_TASK REQUIREMENTS_.
Once you reach the line containing "M498,429L518,430L515,444L506,446L507,443H496Z" in the entries below, write out that line and each one after it down to the line containing "M115,465L216,323", exactly and with nothing added.

_PROVIDED RECORDS_.
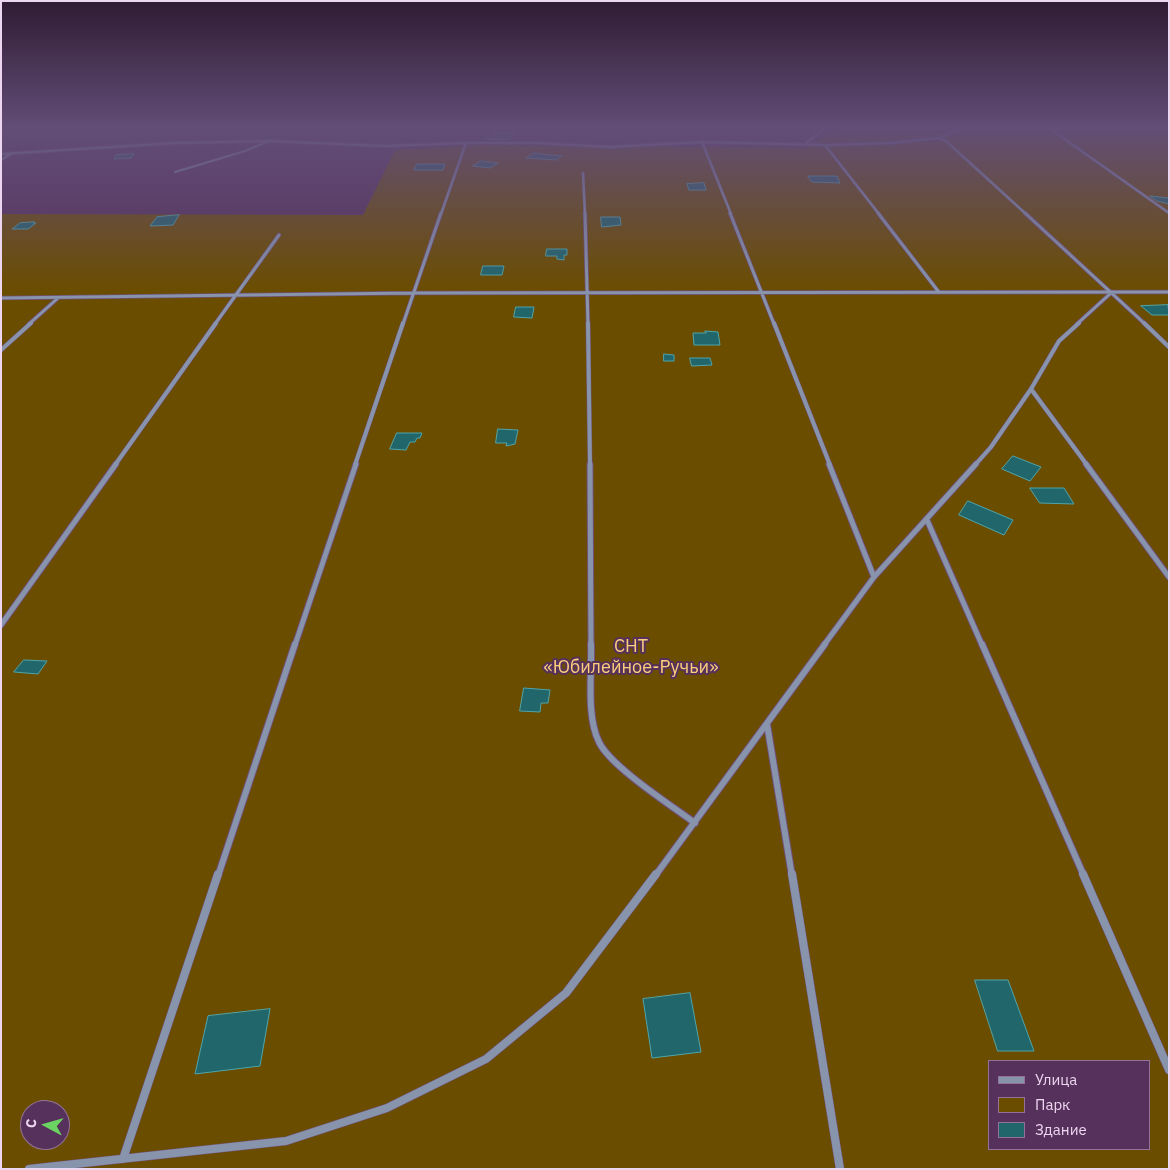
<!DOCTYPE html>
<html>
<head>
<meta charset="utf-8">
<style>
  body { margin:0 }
  #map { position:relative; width:1170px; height:1170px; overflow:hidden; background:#56315b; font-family:"IBM Plex Sans",sans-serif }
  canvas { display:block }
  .frame { position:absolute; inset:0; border:2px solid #edd6f0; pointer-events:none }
  .legend { position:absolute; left:988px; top:1060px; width:162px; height:90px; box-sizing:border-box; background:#56315b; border:1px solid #927397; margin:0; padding:6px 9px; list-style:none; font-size:15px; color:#edd6f0 }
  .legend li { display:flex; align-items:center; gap:10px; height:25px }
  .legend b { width:25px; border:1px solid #927397 }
  .north { position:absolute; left:20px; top:1100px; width:50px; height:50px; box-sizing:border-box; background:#56315b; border:1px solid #927397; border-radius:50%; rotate:276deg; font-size:14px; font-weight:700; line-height:20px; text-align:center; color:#edd6f0 }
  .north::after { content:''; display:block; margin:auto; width:18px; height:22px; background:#6bd362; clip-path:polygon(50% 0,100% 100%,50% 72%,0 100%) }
</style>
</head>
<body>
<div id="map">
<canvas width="1170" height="1170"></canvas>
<div class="frame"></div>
<ul class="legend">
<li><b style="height:6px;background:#8794ab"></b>Улица</li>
<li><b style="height:14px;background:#6b4d00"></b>Парк</li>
<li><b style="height:14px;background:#21666b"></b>Здание</li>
</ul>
<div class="north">С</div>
</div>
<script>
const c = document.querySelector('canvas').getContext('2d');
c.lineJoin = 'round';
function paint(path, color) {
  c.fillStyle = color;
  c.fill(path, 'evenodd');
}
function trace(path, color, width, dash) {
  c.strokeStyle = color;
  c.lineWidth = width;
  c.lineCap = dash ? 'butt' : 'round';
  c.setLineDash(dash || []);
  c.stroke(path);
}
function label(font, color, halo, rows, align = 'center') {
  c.font = font + ' "IBM Plex Sans",sans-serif';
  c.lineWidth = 4;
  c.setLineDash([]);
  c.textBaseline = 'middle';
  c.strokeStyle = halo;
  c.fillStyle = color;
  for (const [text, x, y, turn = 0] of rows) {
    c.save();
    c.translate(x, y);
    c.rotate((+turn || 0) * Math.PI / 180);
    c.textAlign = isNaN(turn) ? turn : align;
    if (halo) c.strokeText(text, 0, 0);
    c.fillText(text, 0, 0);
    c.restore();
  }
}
paint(new Path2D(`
  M837,128H1169V1169H1V214L363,215L395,150L475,145L807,148ZM989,1061H1149V1149H989ZM30,1110H60V1140H30Z`), '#6b4d00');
const building = new Path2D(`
  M504,132H515L509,140L485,139L486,138L496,139V136L494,135Z
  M534,153L550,155L562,156L556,160L526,158Z
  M134,154L131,158L114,159L116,155Z
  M481,161L498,163L490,168L473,166Z
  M417,164H445L443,170H414Z
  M808,176H837L840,183L812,182Z
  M704,183L706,190H689L687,184Z
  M1150,196L1169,198V204L1157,201Z
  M179,215L173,225L150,226L157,217Z
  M601,217H620L621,225L602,227Z
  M34,222L33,223H36L28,229H12L20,223Z
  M547,249H567V255H564V260L557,259V256H546Z
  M483,266H504L502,275H481Z
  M1168,305L1169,315H1152L1141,306Z
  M516,307H534L532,318L514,317Z
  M705,331L718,332L720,345H694L693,333H706Z
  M664,354L674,355V361H664Z
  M690,358H710L712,365L692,366Z
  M498,429L518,430L515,444L506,446L507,443H496Z
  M397,433H422L420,438H417L415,442H410L406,450L390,449Z
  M1013,456L1041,467L1030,481L1002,469Z
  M1030,488H1064L1074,504L1040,503Z
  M968,501L1013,520L1004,535L959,515Z
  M24,660L47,661L38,674L14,672Z
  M524,688L550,690L548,703H541L540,712L520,711Z
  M975,980H1008L1034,1051H998Z
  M690,993L701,1052L652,1058L643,999Z
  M270,1009L260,1066L195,1074L208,1016Z`);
paint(building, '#21666b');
trace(building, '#4da5ab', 1);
const service = new Path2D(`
  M175,172L245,151L269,141`);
const minorFar5 = new Path2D(`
  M1049,128L1169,213
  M1162,128L1169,131
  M938,138L946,141L1026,214
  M702,142L731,214
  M807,144V142L826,128
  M825,145L879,214
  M1,160L11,154
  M583,173L585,214
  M441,214L466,143`);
const minorFar4 = new Path2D(`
  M585,213L588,324
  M730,213L774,324
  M878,213L938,291
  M1025,213L1145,324
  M1,298L413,293L1169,292
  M29,324L58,298
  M215,324L279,235
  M403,324L441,213
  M1077,324L1112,292`);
const minorFar3 = new Path2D(`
  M588,323L590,465
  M774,323L830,465
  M1144,323L1169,347
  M1,350L31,323
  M1031,389L1087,465
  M115,465L216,323
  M355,465L403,323
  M975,465L991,447L1031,389L1059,341L1079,323`);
const minorFar2 = new Path2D(`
  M590,464L591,645
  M829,464L874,577
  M1086,464L1169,577
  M927,520L982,645
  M1,625L116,464
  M295,645L356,464
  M824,645L874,577L976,464`);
const minorFar1 = new Path2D(`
  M591,644C592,673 586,716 599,742C610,766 672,806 695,823
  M982,644L1084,876
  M767,724L792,876
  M218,876L295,644
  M655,876L825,644`);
const minor = new Path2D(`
  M792,874L840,1169
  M1083,874L1169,1070
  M123,1159L218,874
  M29,1169L286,1141L387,1108L486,1059L566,993L656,874`);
const tertiary = new Path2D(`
  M964,128H968L938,139L891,144L825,146L702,143L609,148L539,144H466L385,147L269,142L174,144L1,155V153L174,142L269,140L385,145L466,142H539L609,146L702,141L825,144L891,142L937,137Z`);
trace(service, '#714f76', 2.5);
trace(minorFar5, '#714f76', 3);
trace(minorFar4, '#714f76', 4.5);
trace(minorFar3, '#714f76', 5);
trace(minorFar2, '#714f76', 7);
trace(minorFar1, '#714f76', 8);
trace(minor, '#714f76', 9);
trace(tertiary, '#714f76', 2);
trace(service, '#8794ab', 2);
trace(minorFar5, '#8794ab', 2.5);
trace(minorFar4, '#8794ab', 3);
trace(minorFar3, '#8794ab', 4);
trace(minorFar2, '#8794ab', 5);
trace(minorFar1, '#8794ab', 6);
trace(minor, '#8794ab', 8);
paint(tertiary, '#8794ab');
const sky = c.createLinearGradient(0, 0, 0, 291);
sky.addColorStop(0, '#2f1b32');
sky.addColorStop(0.44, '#624e77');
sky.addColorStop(1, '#624e7700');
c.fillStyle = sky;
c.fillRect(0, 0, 1170, 291);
label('18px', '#fccf7b', '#56315b', [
  ["СНТ",631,647],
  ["«Юбилейное-Ручьи»",631,668]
]);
</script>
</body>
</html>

_RESPONSE TO THE EXERCISE_.
  M498,429L518,430L515,444L506,446L507,443H496Z
  M397,433H422L420,438H417L415,442H410L406,450L390,449Z
  M1013,456L1041,467L1030,481L1002,469Z
  M1030,488H1064L1074,504L1040,503Z
  M968,501L1013,520L1004,535L959,515Z
  M24,660L47,661L38,674L14,672Z
  M524,688L550,690L548,703H541L540,712L520,711Z
  M975,980H1008L1034,1051H998Z
  M690,993L701,1052L652,1058L643,999Z
  M270,1009L260,1066L195,1074L208,1016Z`);
paint(building, '#21666b');
trace(building, '#4da5ab', 1);
const service = new Path2D(`
  M175,172L245,151L269,141`);
const minorFar5 = new Path2D(`
  M1049,128L1169,213
  M1162,128L1169,131
  M938,138L946,141L1026,214
  M702,142L731,214
  M807,144V142L826,128
  M825,145L879,214
  M1,160L11,154
  M583,173L585,214
  M441,214L466,143`);
const minorFar4 = new Path2D(`
  M585,213L588,324
  M730,213L774,324
  M878,213L938,291
  M1025,213L1145,324
  M1,298L413,293L1169,292
  M29,324L58,298
  M215,324L279,235
  M403,324L441,213
  M1077,324L1112,292`);
const minorFar3 = new Path2D(`
  M588,323L590,465
  M774,323L830,465
  M1144,323L1169,347
  M1,350L31,323
  M1031,389L1087,465
  M115,465L216,323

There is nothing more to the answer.